Impossible is just something you haven’t witnessed up close and personal with your own eyes. Doesn’t mean it isn’t happening. Look at the landscape. Someone here referred to Clapper’s testimony before congress going unpunished as “signalling all the way down”. I think that phrase sums it up well. We have been signalled what we are allowed to do, and what we are not allowed to do. We can try to do it anyway, and maybe the U.S. Gov can’t literally step on us like a bug, but what they can do subtly, over long periods of time, is actually far worse.

jamesww@mail2.com September 23, 2014 5:23 PM

@Douglas McClendon

At least now, the government does not get its way all the time.

If the law forbade strong unbackdoored encryption, this would be very bad for American corporations exporting to privacy aware European nations.

I do not deny that the government may circumvent encryption in other more less overt ways, but if the law mandated backdoors in encryption products, US corporations could simply not offer their products to European customers without running afoul of local rules.

As soon as the government’s policy becomes official a lot of consequences flows from this knowledge which can no longer be denied and will be acted upon by other external actors.

The EU as a consequence of the Snowden revelation may well gut the safe harbor, and there are lawsuits pending against Facebook in the European Court of Justice and against the UK in the European Court of Human Rights.

Of course, everyone with an interest in security could have known that the NSA is spying on foreign nations and that US corporations are assisting in that policy, but no one wanted to rock the boat.
I think that forcing the government to be openly repressive is better because it denies the deep state the power to hide the rules from its citizens.

Nick P September 23, 2014 6:50 PM

@ james, Douglass

“A company is not required to backdoor encryption for the government, and that debate was settled in the 1990s with the clipper controversy.”
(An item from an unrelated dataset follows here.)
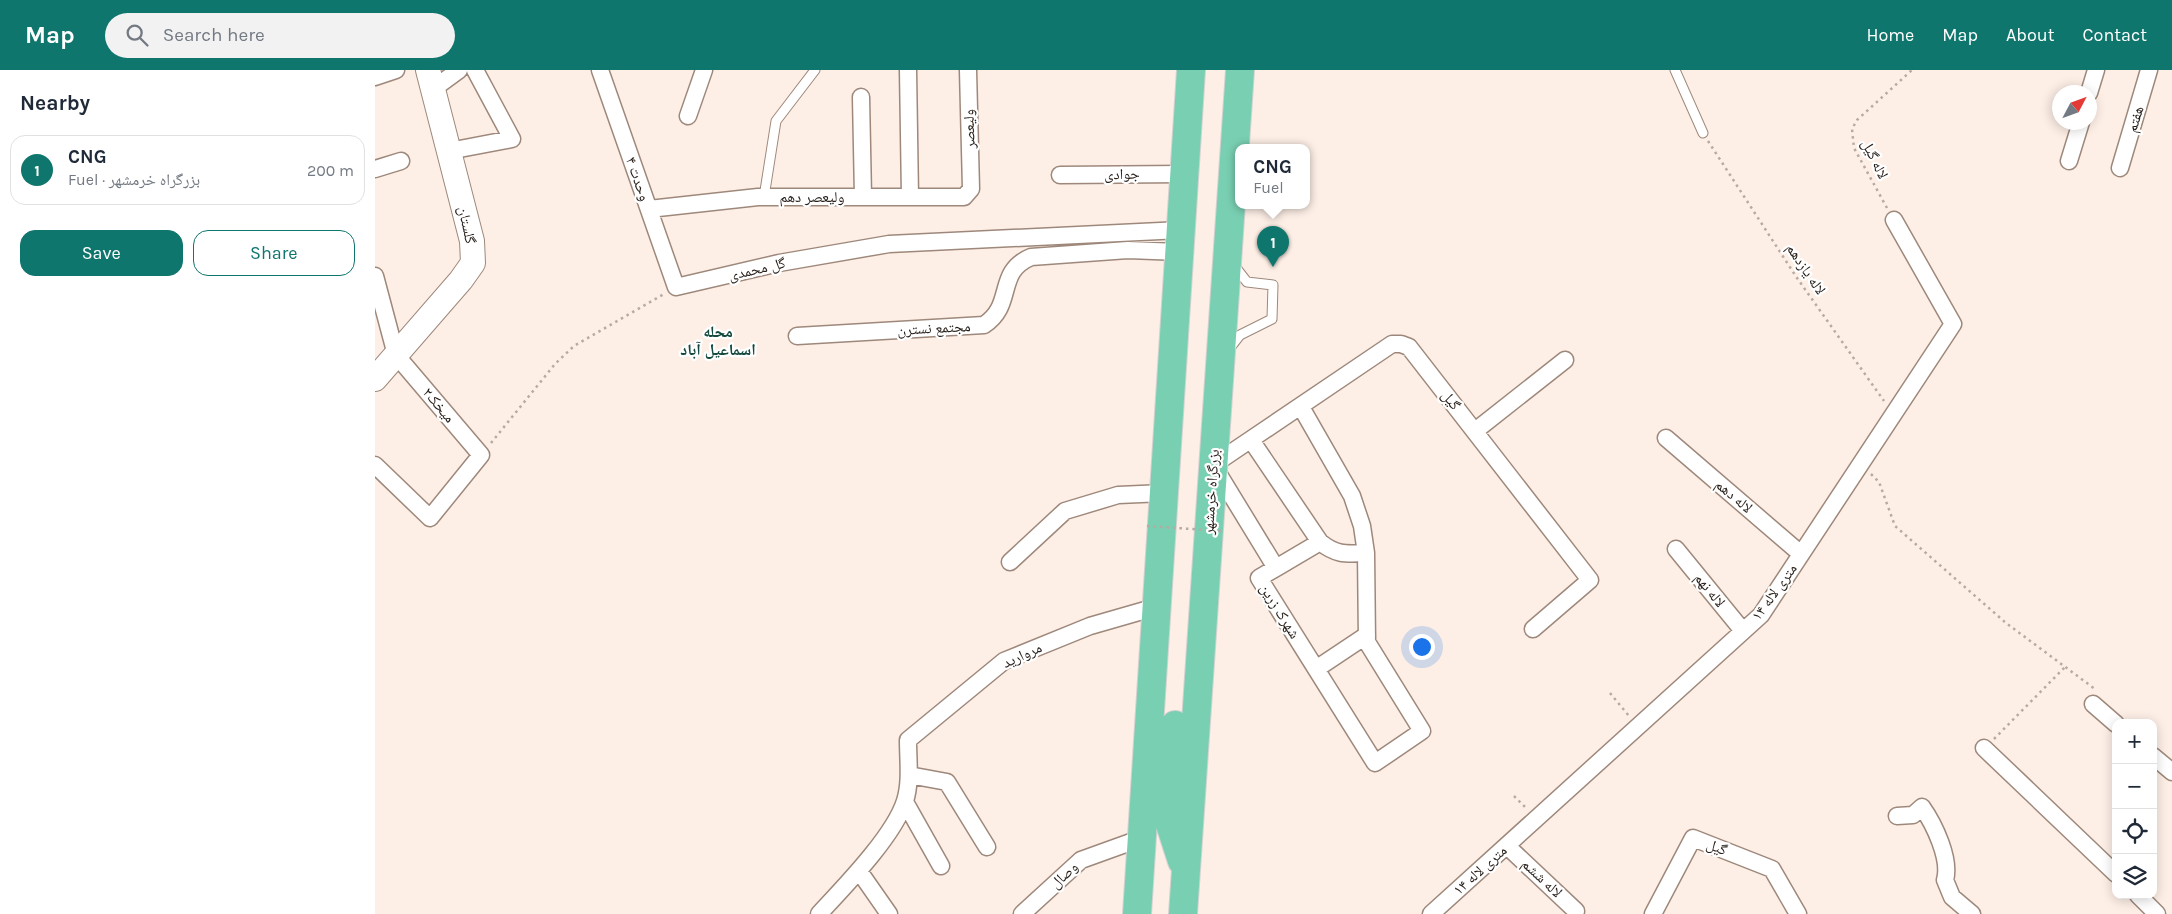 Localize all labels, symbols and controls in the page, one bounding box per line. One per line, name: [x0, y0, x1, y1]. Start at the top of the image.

That’s what Skeptical kept arguing. Ironically, it was he that just posted evidence to contrary in the Squid thread. His link to declassified CIA document on crypto. The document says Clinton Administration’s policy was sharing key with third party & this satisified all players with big cooperation from many big companies. Mainly for export.

The thing that disturbs me is they talk like it is separate from Clipper, it’s already implemented by many firms, it’s not mentioned in public that I know of, and I haven’t seen any evidence of a retraction. We have seen evidence via BULLRUN that NSA is trying to backdoor products and weaken standards. I assume that legally the two might be related.

Secret Police September 23, 2014 11:11 PM

The police state will just lobby to have laws passed forcing decryption much like the UK laws. Android should also take a page out of Kali Linux’s book and create a kill password that deletes the key if entered so nobody can ever unlock the data.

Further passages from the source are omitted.